Between January 29 and February 4, the amount of Bitcoin transferred was 4,568,006 BTC, an increase of 3.51% compared to the previous week (January 22-28). As in previous periods, it was observed that the amount of Bitcoin transferred on Saturdays and Sundays was at the lowest levels. However, it is noteworthy that the lowest amounts of Bitcoin transferred and the highest number of transactions occurred on the same days. This suggests that despite the high number of transactions, the total amount of Bitcoin transferred remained low. This points to a market movement that is dominated by smaller-scale transfers.

Whale Activities

Whale

CryptoQuant revealed the increased activity of new Bitcoin whales or STH in an X post on the Bitcoin Whale outlook. CryptoQuant published a chart showing that these new whales have grown significantly and have reached 60% of the total realized capitalization of major players. The published chart shows a sharp increase in the proportion of new whales. These investors entered the active growth phase when the BTC price touched $55,000. Their market share increased from 43% to 60% of the total realized capitalization of the major players. “This is a perfect example of the contrasting behavior between whales and retail traders, and following whales rather than retail investors is generally considered a better choice,” said CryptoQuant’s Darkfost. During the market declines after the middle of the last 7-day period, Bitcoin whales continued to make their moves in the middle of this market trend. BTC daily transactions are still above 380k in 24 hours, albeit near the lowest range in the last 12 months. Over time, BTC daily transfer volumes have fallen below $1 billion per day, despite occasional whale transactions. On the other hand, according to Glassnode, addresses holding more than 1,000 BTC increased their holdings by about 5% in the last 24 hours. In one notable transaction, 1,137 BTC (worth about 119.7 million $  ) was transferred to Cumberland, a major trading firm. This is a sign that institutional players are stepping in.

Whales Data

According to the remarkable data in the cryptocurrency market in the last 7 days, whale activity on the central exchange has reached high levels.
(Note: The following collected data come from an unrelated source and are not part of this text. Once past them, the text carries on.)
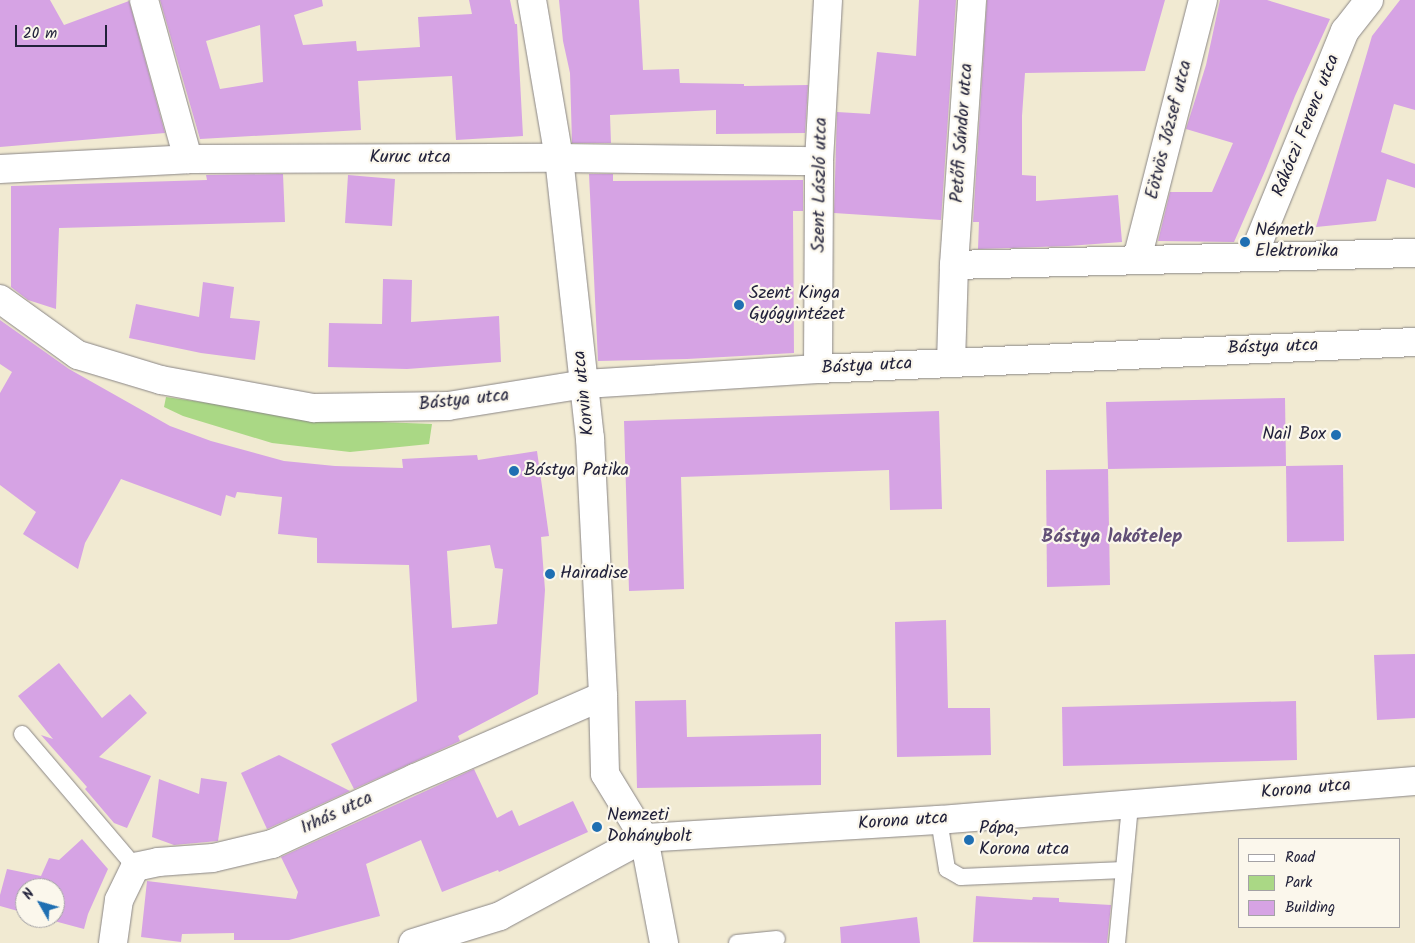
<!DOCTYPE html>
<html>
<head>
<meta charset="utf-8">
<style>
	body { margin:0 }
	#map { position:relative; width:1415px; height:943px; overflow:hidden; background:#f1ead2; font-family:Kalam,sans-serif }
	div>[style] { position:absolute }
	.green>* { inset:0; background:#aad885 }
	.building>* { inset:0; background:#d6a3e4 }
	.roads { filter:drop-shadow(0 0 1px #8a8686) drop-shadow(0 0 1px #8a8686) }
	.service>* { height:16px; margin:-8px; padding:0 8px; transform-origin:8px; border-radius:8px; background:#fff }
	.minor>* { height:28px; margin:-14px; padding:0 14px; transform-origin:14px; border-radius:14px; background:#fff }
	.dots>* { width:14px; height:14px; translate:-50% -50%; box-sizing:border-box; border:2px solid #fbf7ec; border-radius:50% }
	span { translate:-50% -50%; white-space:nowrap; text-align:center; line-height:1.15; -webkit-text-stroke:4.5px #fbf7ec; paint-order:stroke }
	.street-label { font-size:18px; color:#22223b }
	.poi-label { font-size:18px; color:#22223b }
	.left { translate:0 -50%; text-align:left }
	.right { translate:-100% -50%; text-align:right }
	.neighbourhood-label { font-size:19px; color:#614f76; font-weight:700 }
	.legend { position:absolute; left:1238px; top:838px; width:162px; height:90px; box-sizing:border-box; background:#fbf7ec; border:1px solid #a4a2a5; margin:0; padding:6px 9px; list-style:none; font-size:15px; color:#22223b }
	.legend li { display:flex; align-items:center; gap:10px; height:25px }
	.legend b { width:25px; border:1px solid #a4a2a5 }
	.north { position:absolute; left:15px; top:878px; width:50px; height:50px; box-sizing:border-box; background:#fbf7ec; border:1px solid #a4a2a5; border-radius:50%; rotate:308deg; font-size:14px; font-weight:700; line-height:20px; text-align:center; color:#22223b }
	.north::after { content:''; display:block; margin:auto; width:18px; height:22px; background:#1f6fb2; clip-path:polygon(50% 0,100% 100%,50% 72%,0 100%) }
	.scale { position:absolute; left:15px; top:25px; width:92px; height:22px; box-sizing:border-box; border:2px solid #22223b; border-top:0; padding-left:6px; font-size:15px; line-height:18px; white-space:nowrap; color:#22223b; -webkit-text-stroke:4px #fbf7ec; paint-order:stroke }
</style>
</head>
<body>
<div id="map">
	<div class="green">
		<div style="clip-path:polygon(166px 397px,327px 420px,432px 424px,429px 444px,350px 452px,272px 443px,183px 416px,164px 407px)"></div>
	</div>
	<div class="building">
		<div style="clip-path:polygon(0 0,50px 0,64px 25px,129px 1px,165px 133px,0 147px)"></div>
		<div style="clip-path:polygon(evenodd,160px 0,322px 0,323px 6px,294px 15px,303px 45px,356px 41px,357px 51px,420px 47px,418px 17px,472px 14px,469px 0,510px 0,515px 24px,517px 24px,523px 136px,456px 140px,452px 76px,358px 81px,361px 130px,200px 139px,160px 0,260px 25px,263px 82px,220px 89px,206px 41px,260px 25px)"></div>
		<div style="clip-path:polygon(559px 0,639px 0,643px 70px,679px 69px,680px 83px,744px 84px,744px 86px,808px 85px,805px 133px,716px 134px,716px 110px,610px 115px,611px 143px,572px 143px,570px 73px,563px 41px)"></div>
		<div style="clip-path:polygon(919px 0,956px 0,941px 220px,834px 213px,837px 112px,870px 114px,877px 52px,916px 56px)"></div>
		<div style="clip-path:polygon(987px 0,1165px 0,1145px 71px,1025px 73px,1022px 116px,1022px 175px,1036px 176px,1036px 201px,1118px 195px,1122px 242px,1068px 246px,978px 249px,979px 222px,973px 222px)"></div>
		<div style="clip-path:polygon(1220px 0,1267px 0,1330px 19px,1295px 96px,1265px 171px,1234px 242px,1158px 241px,1170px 192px,1212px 192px,1233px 143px,1186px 129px,1206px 65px)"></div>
		<div style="clip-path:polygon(1400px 0,1415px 0,1415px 110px,1394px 104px,1381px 152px,1415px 164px,1415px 188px,1387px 179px,1376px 221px,1316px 227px,1372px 36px)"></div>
		<div style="clip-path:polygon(283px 174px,285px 222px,59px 228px,56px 309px,28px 300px,11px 287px,11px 186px,207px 180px,206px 175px)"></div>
		<div style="clip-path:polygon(589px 174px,613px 174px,613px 181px,803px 180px,803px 211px,793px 211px,794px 353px,687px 359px,598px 361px)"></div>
		<div style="clip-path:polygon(348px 175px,395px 179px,392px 226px,345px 223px)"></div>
		<div style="clip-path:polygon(383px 279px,412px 280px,411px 322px,499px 316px,501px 362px,407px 369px,328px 367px,329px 323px,382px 324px)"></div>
		<div style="clip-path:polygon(203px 282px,234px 287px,230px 318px,260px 321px,255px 360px,201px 353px,129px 338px,136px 304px,199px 317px)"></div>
		<div style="clip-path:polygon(evenodd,0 320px,69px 369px,170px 426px,211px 441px,284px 461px,335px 466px,403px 468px,402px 459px,477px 455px,478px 460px,537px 451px,549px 536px,541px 537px,545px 590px,538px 694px,458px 736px,460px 741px,354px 789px,331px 744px,417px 701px,409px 565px,317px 563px,317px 538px,278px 534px,282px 497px,237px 492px,235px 498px,226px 495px,221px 516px,121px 479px,85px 543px,78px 569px,23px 534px,36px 512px,0 485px,0 393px,12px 372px,0 364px,0 320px,490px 545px,495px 568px,503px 569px,497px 624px,452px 628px,447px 551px,490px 545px)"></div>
		<div style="clip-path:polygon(1285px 398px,1286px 466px,1108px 469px,1106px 402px)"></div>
		<div style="clip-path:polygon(939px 411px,942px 509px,890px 510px,889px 470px,681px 477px,684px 589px,629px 591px,624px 421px)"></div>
		<div style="clip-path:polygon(1343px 465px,1344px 541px,1287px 542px,1286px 466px)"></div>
		<div style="clip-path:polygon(1108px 469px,1110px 585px,1047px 587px,1046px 470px)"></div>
		<div style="clip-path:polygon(946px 620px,948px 708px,990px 708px,991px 755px,897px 757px,895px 622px)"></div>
		<div style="clip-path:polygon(1415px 654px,1415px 718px,1377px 720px,1374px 655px)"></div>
		<div style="clip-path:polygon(59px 663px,102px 718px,130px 694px,147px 713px,99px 757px,151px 776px,127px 828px,114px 823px,85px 789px,87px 787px,41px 735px,53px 739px,18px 696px)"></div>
		<div style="clip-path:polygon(686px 700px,687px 737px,821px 734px,821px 785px,637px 788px,635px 701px)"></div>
		<div style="clip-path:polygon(1296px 701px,1297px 760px,1063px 766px,1062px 707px)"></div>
		<div style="clip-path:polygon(279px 755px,350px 791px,267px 829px,241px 773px)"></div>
		<div style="clip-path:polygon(474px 769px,497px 818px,512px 810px,519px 826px,573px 801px,588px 832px,499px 872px,498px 870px,442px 892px,421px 840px,366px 864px,380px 916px,289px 940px,234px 940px,234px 933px,182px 934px,181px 942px,141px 937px,147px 881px,296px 899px,298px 892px,281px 857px)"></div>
		<div style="clip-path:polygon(201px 778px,227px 782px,218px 841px,174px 845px,152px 837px,159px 779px,199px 794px)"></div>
		<div style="clip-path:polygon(82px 839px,108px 869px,88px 914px,84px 929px,43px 918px,55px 918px,55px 888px,25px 888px,25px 913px,0 906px,0 895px,7px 869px,41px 876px,49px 858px,59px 860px)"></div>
		<div style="clip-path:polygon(976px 896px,1032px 900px,1033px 897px,1059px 898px,1059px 902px,1111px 905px,1107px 943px,973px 942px)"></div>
		<div style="clip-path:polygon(917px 917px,920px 943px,841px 943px,840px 927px)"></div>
	</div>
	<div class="roads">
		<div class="service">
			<div style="left:22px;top:734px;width:175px;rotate:49.6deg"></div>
			<div style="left:939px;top:820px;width:50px;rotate:80.7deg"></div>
			<div style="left:947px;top:869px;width:16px;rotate:30deg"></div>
			<div style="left:961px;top:877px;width:163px;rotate:-2.5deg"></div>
			<div style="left:737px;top:943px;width:40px;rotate:-5.7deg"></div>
			<div style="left:1117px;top:943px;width:139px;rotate:-84.6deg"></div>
		</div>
		<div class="minor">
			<div style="left:144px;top:0;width:165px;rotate:74.5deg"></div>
			<div style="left:532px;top:0;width:160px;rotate:80.3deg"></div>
			<div style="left:559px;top:158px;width:282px;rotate:83.7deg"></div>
			<div style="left:590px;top:438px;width:258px;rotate:87.1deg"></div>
			<div style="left:603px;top:696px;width:78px;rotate:88.5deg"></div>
			<div style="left:605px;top:774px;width:75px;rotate:58.6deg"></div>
			<div style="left:644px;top:838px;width:107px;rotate:79.2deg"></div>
			<div style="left:0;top:169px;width:188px;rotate:-3deg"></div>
			<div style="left:188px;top:159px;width:371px;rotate:-0.2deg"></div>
			<div style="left:559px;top:158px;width:260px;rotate:0.7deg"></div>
			<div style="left:1253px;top:256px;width:243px;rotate:-67.8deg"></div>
			<div style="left:1345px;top:31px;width:39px;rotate:-52deg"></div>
			<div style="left:1137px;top:259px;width:267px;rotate:-75.7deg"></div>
			<div style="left:954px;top:265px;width:266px;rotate:-86.1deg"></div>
			<div style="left:0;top:299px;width:96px;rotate:35.7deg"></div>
			<div style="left:78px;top:355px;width:87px;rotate:16.8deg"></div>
			<div style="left:161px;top:380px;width:156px;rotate:10.4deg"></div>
			<div style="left:314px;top:408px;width:134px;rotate:-0.9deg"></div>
			<div style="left:448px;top:406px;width:139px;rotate:-9.1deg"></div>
			<div style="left:585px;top:384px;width:233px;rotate:-3.7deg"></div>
			<div style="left:818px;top:369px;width:598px;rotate:-2.59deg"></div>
			<div style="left:951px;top:362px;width:97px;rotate:-88.2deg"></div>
			<div style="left:954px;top:265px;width:461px;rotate:-1.5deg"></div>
			<div style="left:818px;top:369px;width:208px;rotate:-89.7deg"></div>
			<div style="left:819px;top:161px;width:161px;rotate:-86.8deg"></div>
			<div style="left:113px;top:943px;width:43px;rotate:-82.1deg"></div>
			<div style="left:119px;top:900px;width:37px;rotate:-64deg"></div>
			<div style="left:135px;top:867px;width:24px;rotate:-12deg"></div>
			<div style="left:158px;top:862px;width:55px;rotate:-4.2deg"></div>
			<div style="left:213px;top:858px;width:61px;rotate:-13.3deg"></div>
			<div style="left:272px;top:844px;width:157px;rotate:-24.8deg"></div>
			<div style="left:415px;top:778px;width:205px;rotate:-23.6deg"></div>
			<div style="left:413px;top:943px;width:91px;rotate:-17.2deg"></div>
			<div style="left:500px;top:916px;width:164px;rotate:-28.4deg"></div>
			<div style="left:644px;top:838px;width:296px;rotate:-3.5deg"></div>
			<div style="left:939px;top:820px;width:478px;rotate:-4.7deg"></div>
		</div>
	</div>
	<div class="dots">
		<div style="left:1245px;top:242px;background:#1f6fb2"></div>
		<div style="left:739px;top:305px;background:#1f6fb2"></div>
		<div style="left:1336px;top:435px;background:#1f6fb2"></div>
		<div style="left:514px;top:471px;background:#1f6fb2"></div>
		<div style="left:550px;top:574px;background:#1f6fb2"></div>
		<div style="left:597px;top:827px;background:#1f6fb2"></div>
		<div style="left:969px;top:840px;background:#1f6fb2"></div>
	</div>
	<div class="street-label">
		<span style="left:1307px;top:126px;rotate:-68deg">Rákóczi Ferenc utca</span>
		<span style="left:1170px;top:130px;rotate:-76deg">Eötvös József utca</span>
		<span style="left:963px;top:133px;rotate:-86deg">Petőfi Sándor utca</span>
		<span style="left:410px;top:158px">Kuruc utca</span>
		<span style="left:821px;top:185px;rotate:-89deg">Szent László utca</span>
		<span style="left:1273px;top:348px;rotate:-2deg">Bástya utca</span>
		<span style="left:867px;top:367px;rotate:-3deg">Bástya utca</span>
		<span style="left:585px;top:393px;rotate:-96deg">Korvin utca</span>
		<span style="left:464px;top:401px;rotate:-6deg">Bástya utca</span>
		<span style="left:1306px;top:790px;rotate:-5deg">Korona utca</span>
		<span style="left:337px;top:814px;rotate:-25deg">Irhás utca</span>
		<span style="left:903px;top:822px;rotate:-4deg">Korona utca</span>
	</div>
	<div class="poi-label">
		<span class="left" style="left:1255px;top:242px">Németh<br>Elektronika</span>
		<span class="left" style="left:749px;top:305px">Szent Kinga<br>Gyógyintézet</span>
		<span class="right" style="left:1326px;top:435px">Nail Box</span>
		<span class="left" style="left:524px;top:471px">Bástya Patika</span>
		<span class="left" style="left:560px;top:574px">Hairadise</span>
		<span class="left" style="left:607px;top:827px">Nemzeti<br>Dohánybolt</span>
		<span class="left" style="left:979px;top:840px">Pápa,<br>Korona utca</span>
	</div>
	<div class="neighbourhood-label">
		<span style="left:1112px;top:538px">Bástya lakótelep</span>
	</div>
	<ul class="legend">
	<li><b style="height:6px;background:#fff"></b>Road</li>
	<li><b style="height:14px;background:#aad885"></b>Park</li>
	<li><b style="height:14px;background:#d6a3e4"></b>Building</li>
	</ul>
	<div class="north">N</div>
	<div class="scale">20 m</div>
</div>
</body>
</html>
When we look at the last 7-day whale movements, the use of central exchanges by whales varies. When we look at the Exchange Whale Ratio metric, it showed that at the beginning of the 7-day period, whales did not use central exchanges very often compared to the past, and the value was measured as 0.42. This measurement reached 0.52 in the middle of the process, showing us that whales started to use the central exchange very intensively. At the time of writing, the value is 0.47. When this ratio is above 0.350, it usually means that whales use centralized exchanges frequently. At the same time, the total BTC transfer was in line with last week, with 4,568,006 BTC moving.

 

LEGAL NOTICE

The investment information, comments and recommendations contained in this document do not constitute investment advisory services. Investment advisory services are provided by authorized institutions on a personal basis, taking into account the risk and return preferences of individuals. The comments and recommendations contained in this document are of a general type. These recommendations may not be suitable for your financial situation and risk and return preferences. Therefore, making an investment decision based solely on the information contained in this document may not result in results that are in line with your expectations.

 

NOTE: All data used in Bitcoin onchain analysis is based on Cryptoqaunt.